Bu gri şehirde griye çalan kara mizahın beni etkiledi, güldürdü, düşündürdü… Olağanüstü bir inandırıcılık. Hakkını vermişsin abi.
Görüşmek üzere. Eyvallah.
Öncelikle yazı stilinizin kendine has bir havası var. Gayet akıcı ve düzgün bir yazı kaleme almışsınız. Yer yer cahilliğin boy gösterdiği sahneleri okurken, o insanları karşımda görür gibi oldum. Bir ara afakanlar bastı.
Hem sosyal konulara değinen hem de bireysel bir öykü bence bu. Hurdacının geçirdiği evrimi izlemek gerçekten üzücüydü. Bir Ankara’lı olarak Çinçin’in nasıl bir yer olduğunu bildiğim için böyle bir son bekliyordum.
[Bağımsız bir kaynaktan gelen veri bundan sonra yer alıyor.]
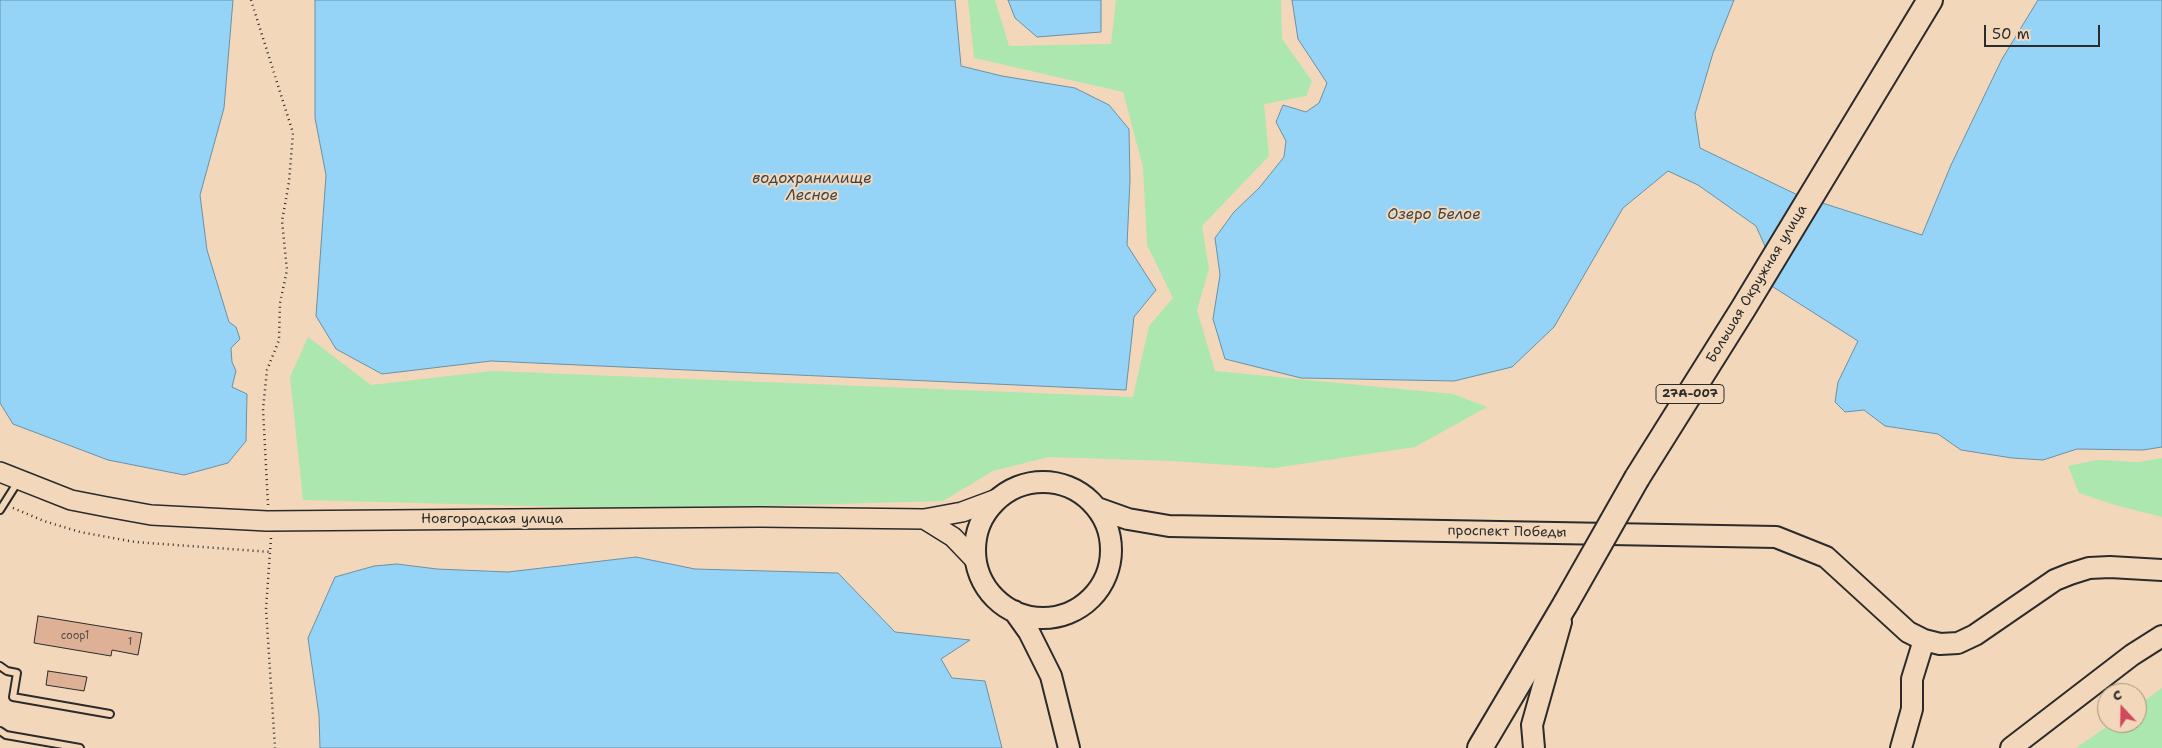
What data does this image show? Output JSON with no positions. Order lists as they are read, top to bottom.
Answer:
{
  "streets": {
    "highway": ["Большая Окружная улица", "27А-007"],
    "main road": ["проспект Победы"],
    "street": ["Новгородская улица"]
  },
  "crossings": [
    ["Новгородская улица", "проспект Победы"]
  ],
  "water": ["водохранилище Лесное", "Озеро Белое"],
  "house_numbers": ["соор1", "1"],
  "scale_bar": "50 m",
  "north": "top"
}
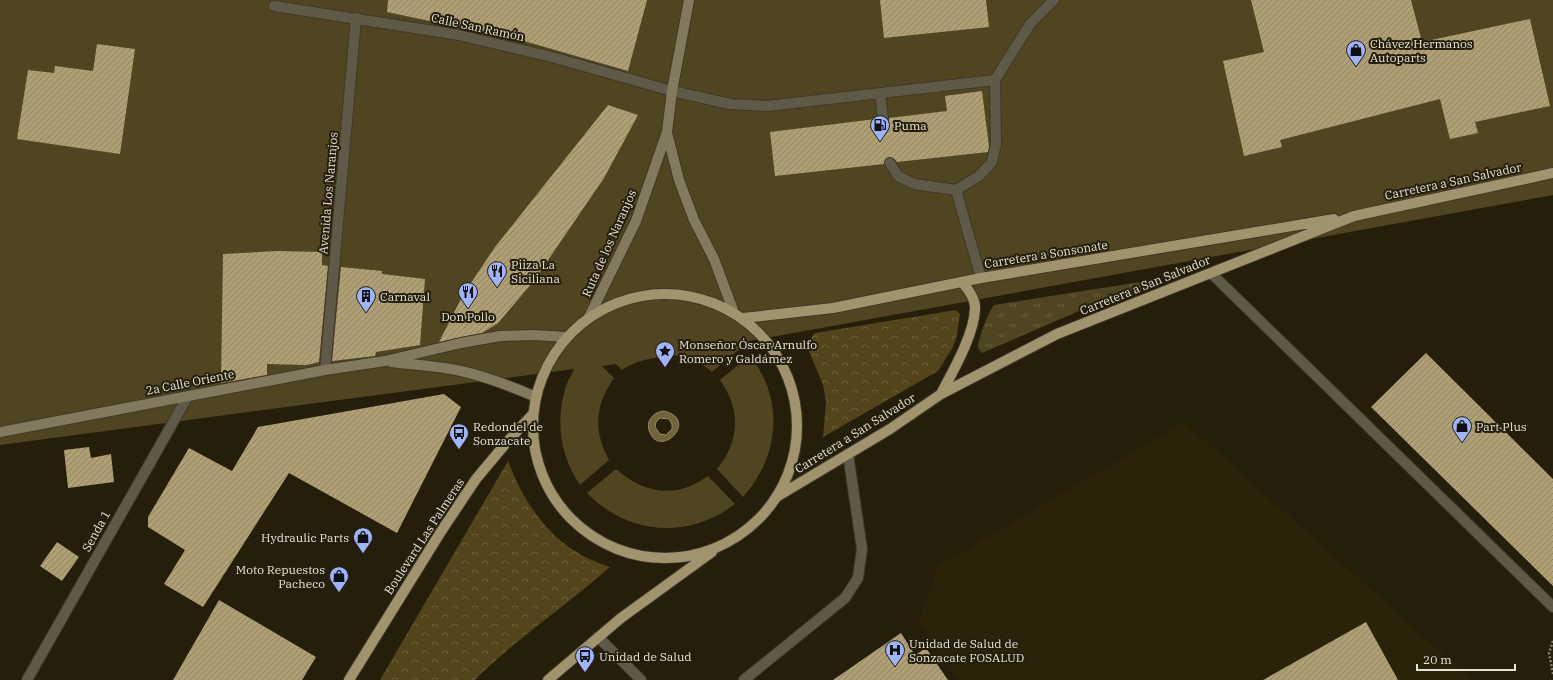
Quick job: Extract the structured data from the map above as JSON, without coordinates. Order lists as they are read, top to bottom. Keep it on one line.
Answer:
{"streets":{"main road":["Carretera a San Salvador","Ruta de los Naranjos","Carretera a Sonsonate","2a Calle Oriente","Boulevard Las Palmeras"],"street":["Calle San Ramón","Avenida Los Naranjos","Senda 1"]},"crossings":[["Calle San Ramón","Avenida Los Naranjos"],["Carretera a San Salvador","Carretera a Sonsonate"],["Avenida Los Naranjos","2a Calle Oriente"],["2a Calle Oriente","Senda 1"]],"places":{"shop":["Chávez Hermanos Autoparts","Part Plus","Hydraulic Parts","Moto Repuestos Pacheco"],"fuel station":["Puma"],"restaurant":["Piiza La Siciliana","Don Pollo"],"building":["Carnaval"],"place":["Monseñor Óscar Arnulfo Romero y Galdámez"],"bus stop":["Redondel de Sonzacate","Unidad de Salud"],"hospital":["Unidad de Salud de Sonzacate FOSALUD"]},"scale_bar":"20 m"}
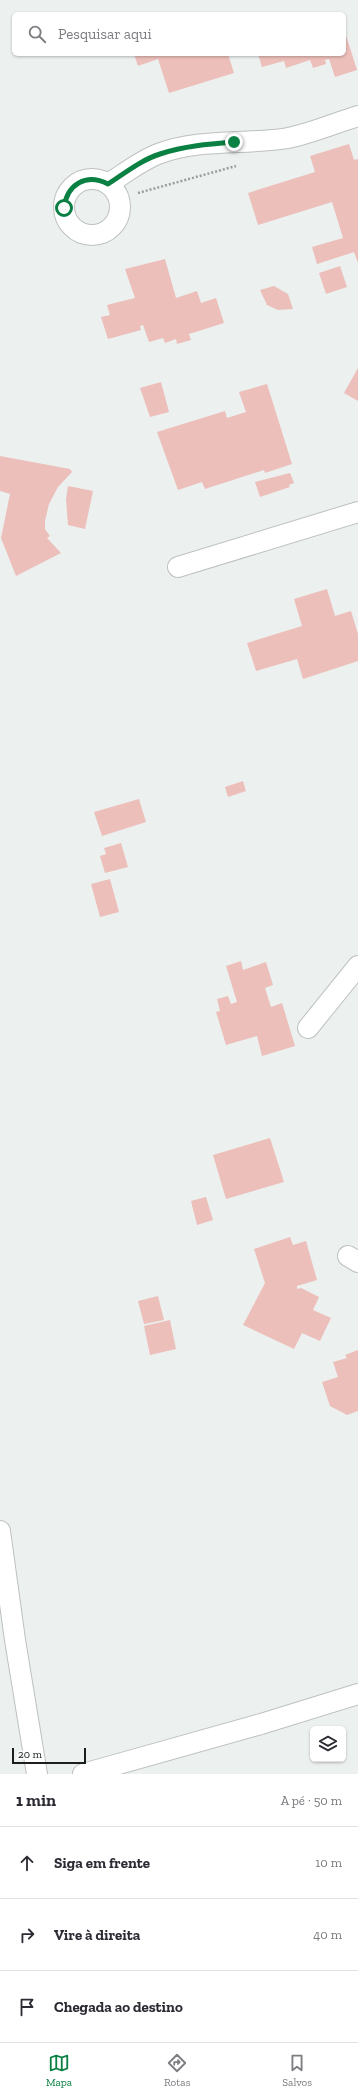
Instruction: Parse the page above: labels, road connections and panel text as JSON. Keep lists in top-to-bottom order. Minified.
{"scale_bar":"20 m","page":{"search":"Pesquisar aqui","scale":"20 m","heading":["1 min","A pé · 50 m"],"list":[["Siga em frente","10 m"],["Vire à direita","40 m"],"Chegada ao destino"],"nav":["Mapa","Rotas","Salvos"]}}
Bir iki karmaşık cümle haricinde kalan herşey yerli yerindeydi.
@Arokan Selamlar abim, öykünü keyifle okudum ancak yazma fırsatı buluyorum. Açıkça şunu diyeyim ki, çok ama çok güldüm Diyaloglar o kadar bizden ve doğal ki, akla ister istemez sosyal medyada dolaşan Sarı Mikrofon geliyor. Biraz atmosferi bana bazı bazı günümüzde geçen bir Yeşilçam filmi tadı verdi ki, bu da okurken öyküye ayrı bir tat kattı benim açımdan. Sosyal konulardaki duyarlılığını şiirlerinden de biliyorum ve nesirde de bu şekilde bu temalara oldukça iyi dokunmuş olduğunu görmek hoş oluyor, şiirlerini de bilen biri olarak. Eline, emeğine ve mizahına sağlık
Senin gibi zor beğenen, eli kalemli birinden böyle yorumlar duymak ne güzel. Yorumunda bahsettiğin benzerlikleri ben de fark ediyorum. Diyalogların inandırıcılığını bir Angara bebesind… şey bir Ankaralı’dan duymak ayrıca motive etti beni. : )
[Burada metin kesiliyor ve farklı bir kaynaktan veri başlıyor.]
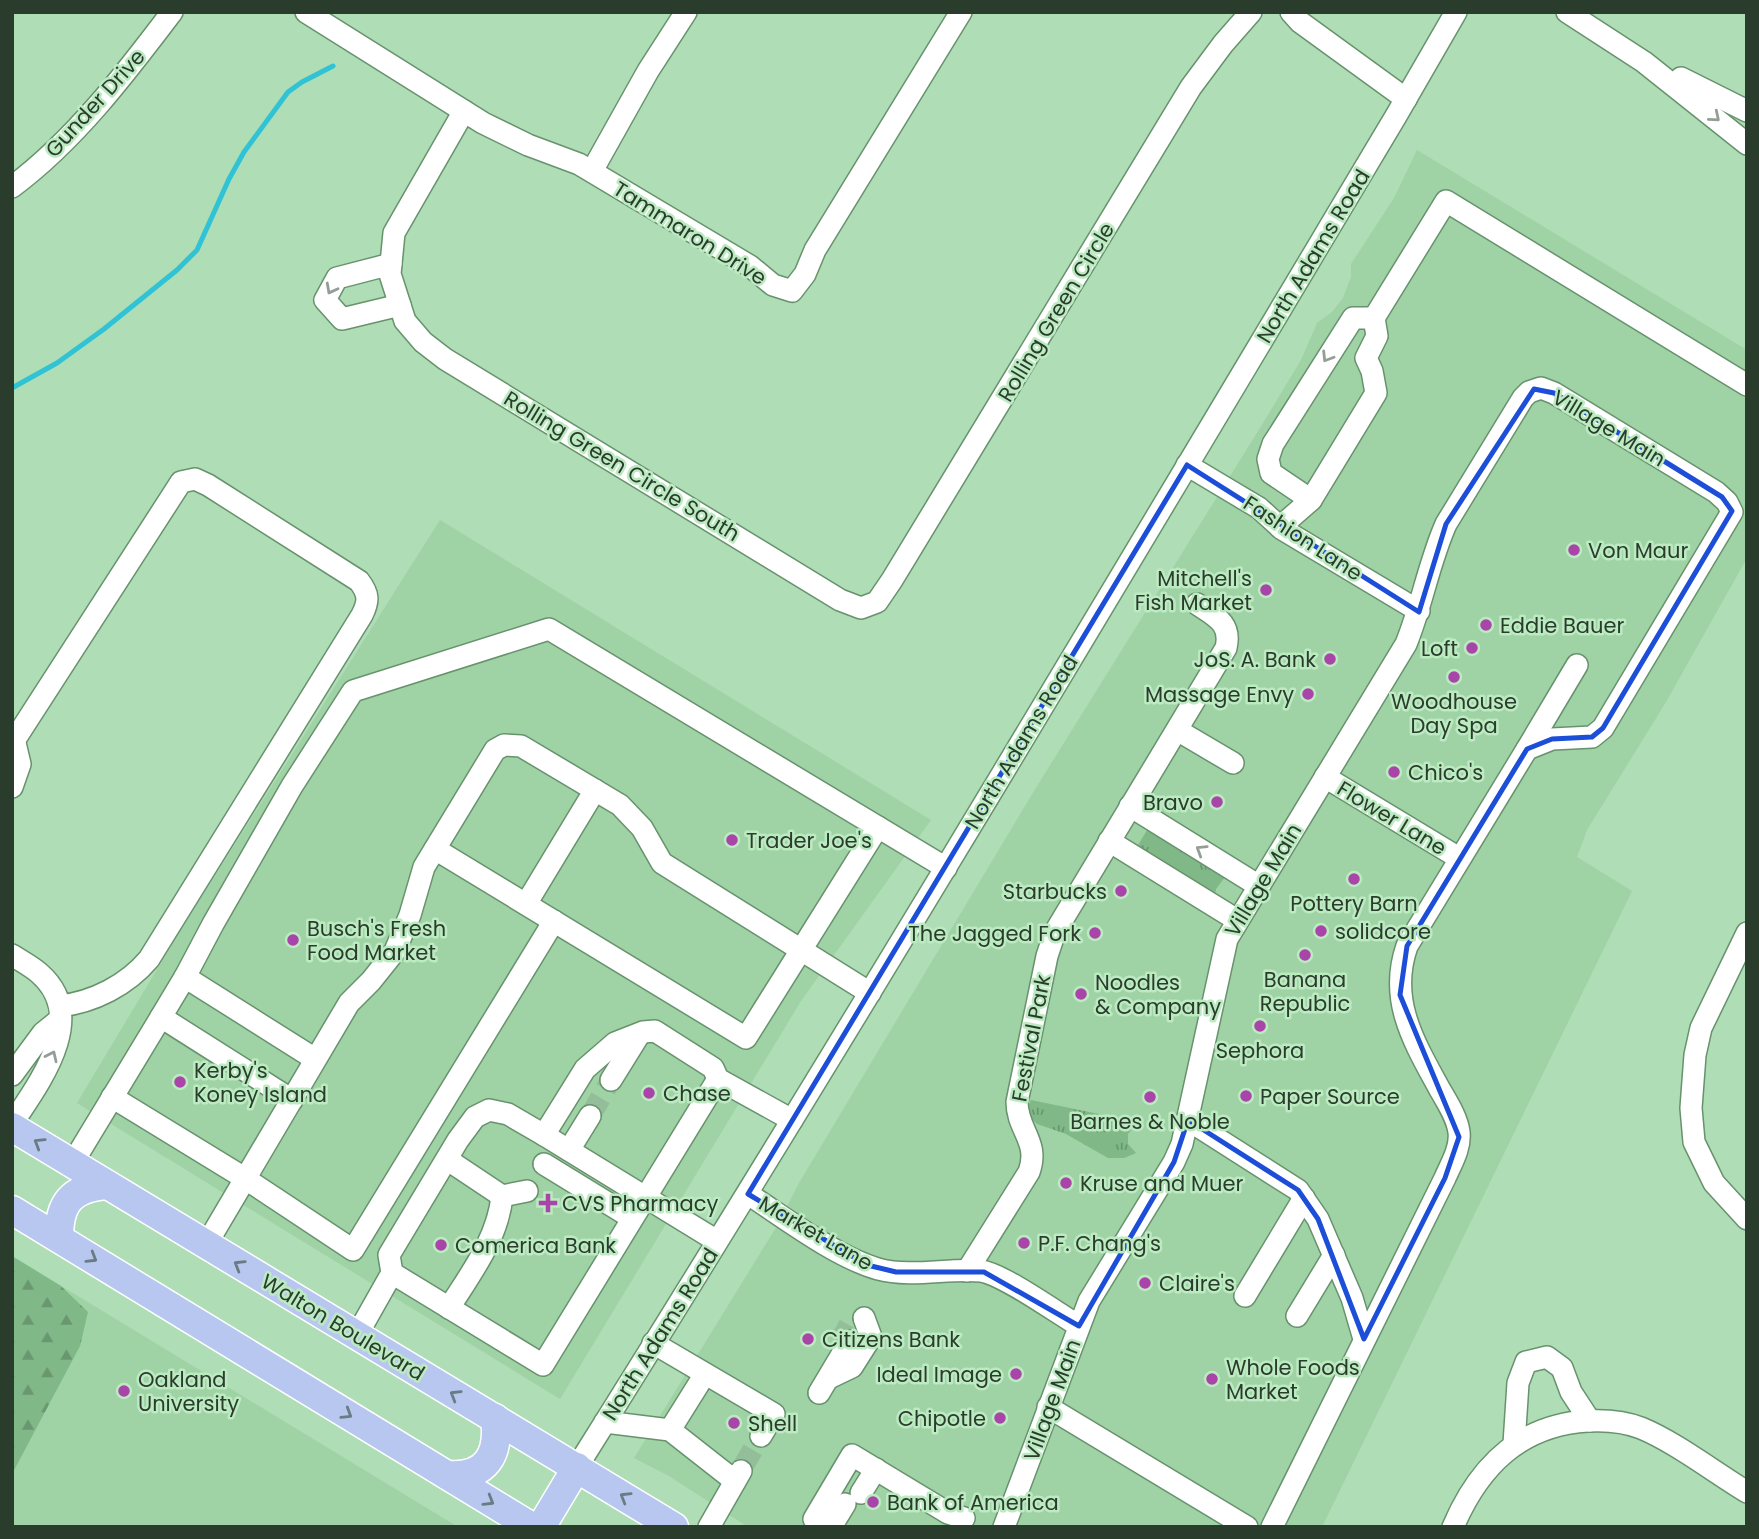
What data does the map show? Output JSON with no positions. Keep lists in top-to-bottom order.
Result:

İlgin için çok teşekkür ederim. Sabahın kör saatlerinde okumuşsun. Gözlerin dert görmeye. Eyvallah.
Bu yorum, maraton koşucularına su veren seyircilerin ya da ekip arkadaşının sağladığı ferahlık gibi bir his bıraktı. Bu bir yarış değil ama benim yolum da epey uzun. Akıcı ve düzgün olması cümleleri çok dolandırmayı sevmiyor oluşumdan kaynaklı. Saydığınız özellikler size de geçmiş, ne isterim daha.
Diyaloglarda afakanların basması normal çünkü beni de yazarken bastılar : )
Sosyal konulardan kopamıyorum. Fantastik ya da bilim kurgu türünde de yazarsam bir gün, sanırım gerçeklikten kopamayacağım yine.
Elinize sağlık. Genel anlamda başarılı bir anlatım olmuş.
Eleştirilecek kısımlar genel olarak yukarıda yazılanlar ile aynı o yüzden fazla detaylandırmaya gerek duymuyorum. Biraz daha hurdacı odağı güzel olurdu. TV sahnesi bence olmasa da olurdu. Böyle…
Tekrar elinize sağlık.
Çok teşekkür ederim vakit ayırdığınız için.
Evet, bu seçkide hurdacı biraz suskundu. Onun merkezinin dışında sürüklendi öykü. Bazen ilk tasarladığınızla kalemi elinize aldığınızdaki düşünceler, duygular yön değiştirebiliyor işte. Dikkate alıyorum eleştirinizi. Tekrar teşekkürler.